| Directions |
Extract every line of the material that holds the string "canvas".

· · · · · · ·

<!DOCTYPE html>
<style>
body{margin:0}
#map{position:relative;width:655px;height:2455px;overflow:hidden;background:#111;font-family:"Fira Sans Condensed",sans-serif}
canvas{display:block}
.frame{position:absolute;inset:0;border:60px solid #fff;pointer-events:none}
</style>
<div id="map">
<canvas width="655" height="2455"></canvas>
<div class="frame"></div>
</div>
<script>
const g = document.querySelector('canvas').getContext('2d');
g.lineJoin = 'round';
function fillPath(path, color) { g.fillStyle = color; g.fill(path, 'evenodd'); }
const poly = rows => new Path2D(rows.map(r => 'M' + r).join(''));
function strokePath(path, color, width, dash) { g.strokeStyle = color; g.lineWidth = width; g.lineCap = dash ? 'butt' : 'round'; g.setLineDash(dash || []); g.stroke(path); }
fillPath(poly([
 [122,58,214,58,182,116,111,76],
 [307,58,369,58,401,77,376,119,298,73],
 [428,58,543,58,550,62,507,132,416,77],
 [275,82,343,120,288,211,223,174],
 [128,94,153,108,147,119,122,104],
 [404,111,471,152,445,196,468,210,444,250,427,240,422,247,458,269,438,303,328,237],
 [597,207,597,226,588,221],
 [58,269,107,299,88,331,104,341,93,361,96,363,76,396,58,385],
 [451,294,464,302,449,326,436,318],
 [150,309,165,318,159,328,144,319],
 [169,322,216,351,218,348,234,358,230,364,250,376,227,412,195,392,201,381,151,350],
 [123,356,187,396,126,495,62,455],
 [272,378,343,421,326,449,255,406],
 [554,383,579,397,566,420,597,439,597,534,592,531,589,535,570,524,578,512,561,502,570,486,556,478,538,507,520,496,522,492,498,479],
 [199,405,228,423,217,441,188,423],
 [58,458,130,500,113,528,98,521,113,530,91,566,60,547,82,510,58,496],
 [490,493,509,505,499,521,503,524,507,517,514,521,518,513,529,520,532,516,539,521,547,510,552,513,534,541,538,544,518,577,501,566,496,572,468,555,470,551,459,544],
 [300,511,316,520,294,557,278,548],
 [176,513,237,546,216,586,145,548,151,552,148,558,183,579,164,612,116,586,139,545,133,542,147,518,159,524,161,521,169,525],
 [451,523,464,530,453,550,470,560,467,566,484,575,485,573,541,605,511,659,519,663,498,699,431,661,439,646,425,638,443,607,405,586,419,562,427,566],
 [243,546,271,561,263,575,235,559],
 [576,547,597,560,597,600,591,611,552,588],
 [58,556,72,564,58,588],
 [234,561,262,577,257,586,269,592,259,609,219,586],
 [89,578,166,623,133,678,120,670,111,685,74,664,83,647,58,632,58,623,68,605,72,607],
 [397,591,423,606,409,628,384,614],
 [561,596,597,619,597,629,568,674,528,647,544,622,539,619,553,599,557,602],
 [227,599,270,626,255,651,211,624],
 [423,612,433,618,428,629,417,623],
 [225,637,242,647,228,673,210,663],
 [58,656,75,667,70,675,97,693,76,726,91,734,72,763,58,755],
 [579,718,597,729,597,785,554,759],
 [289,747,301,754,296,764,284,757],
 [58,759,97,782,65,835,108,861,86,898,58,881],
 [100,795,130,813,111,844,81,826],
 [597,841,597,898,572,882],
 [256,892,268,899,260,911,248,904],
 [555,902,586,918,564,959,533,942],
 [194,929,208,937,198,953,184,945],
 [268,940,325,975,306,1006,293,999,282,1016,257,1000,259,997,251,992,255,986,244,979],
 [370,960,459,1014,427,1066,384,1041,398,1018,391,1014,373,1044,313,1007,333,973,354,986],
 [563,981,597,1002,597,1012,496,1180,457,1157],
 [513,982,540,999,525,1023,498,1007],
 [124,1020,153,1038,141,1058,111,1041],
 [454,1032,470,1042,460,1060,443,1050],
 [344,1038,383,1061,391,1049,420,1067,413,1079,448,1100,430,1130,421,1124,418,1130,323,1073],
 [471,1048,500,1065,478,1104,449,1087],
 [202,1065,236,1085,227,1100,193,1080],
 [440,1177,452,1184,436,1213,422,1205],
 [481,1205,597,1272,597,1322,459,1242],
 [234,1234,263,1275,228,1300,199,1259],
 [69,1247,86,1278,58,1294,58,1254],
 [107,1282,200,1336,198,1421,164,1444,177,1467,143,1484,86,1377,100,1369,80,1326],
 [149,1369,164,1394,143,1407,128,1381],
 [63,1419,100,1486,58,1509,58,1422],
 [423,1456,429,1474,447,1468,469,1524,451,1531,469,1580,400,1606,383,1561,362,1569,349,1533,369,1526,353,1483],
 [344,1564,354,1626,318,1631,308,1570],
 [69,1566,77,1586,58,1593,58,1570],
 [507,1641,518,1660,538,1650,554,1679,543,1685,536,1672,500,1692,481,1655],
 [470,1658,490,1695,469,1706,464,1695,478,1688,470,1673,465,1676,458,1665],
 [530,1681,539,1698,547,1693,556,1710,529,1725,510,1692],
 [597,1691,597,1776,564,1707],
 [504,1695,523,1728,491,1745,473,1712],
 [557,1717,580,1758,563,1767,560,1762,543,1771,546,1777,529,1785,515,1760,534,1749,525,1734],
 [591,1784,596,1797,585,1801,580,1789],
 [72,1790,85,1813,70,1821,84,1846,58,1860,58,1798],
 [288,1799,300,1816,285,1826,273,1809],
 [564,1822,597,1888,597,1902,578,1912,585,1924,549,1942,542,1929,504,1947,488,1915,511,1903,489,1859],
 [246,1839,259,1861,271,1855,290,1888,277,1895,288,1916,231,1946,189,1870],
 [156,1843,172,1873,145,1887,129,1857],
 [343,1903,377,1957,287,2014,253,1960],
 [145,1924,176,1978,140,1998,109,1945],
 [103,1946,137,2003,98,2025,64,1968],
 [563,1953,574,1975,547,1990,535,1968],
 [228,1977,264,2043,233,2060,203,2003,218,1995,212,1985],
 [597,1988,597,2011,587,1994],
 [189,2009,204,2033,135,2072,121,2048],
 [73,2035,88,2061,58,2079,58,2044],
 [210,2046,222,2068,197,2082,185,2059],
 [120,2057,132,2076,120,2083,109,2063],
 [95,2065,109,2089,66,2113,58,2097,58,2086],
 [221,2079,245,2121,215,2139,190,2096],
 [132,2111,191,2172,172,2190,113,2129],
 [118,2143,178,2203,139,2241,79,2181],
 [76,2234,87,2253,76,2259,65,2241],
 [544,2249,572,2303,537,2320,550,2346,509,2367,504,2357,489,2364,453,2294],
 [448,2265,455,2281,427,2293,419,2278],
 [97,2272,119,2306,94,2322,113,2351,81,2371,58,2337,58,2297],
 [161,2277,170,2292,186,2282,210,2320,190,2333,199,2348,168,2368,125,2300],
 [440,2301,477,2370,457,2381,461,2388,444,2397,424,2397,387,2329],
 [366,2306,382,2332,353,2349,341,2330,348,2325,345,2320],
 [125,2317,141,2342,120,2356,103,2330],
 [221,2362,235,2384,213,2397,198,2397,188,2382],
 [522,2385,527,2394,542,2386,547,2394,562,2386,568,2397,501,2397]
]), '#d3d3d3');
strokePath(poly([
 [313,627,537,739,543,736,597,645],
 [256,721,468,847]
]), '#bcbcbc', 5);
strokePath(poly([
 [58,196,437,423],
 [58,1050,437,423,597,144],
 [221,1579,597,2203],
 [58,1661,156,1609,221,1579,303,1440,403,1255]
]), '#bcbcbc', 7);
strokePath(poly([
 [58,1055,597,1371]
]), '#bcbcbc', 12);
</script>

· · · · · · ·

| Written solution |
canvas{display:block}
<canvas width="655" height="2455"></canvas>
const g = document.querySelector('canvas').getContext('2d');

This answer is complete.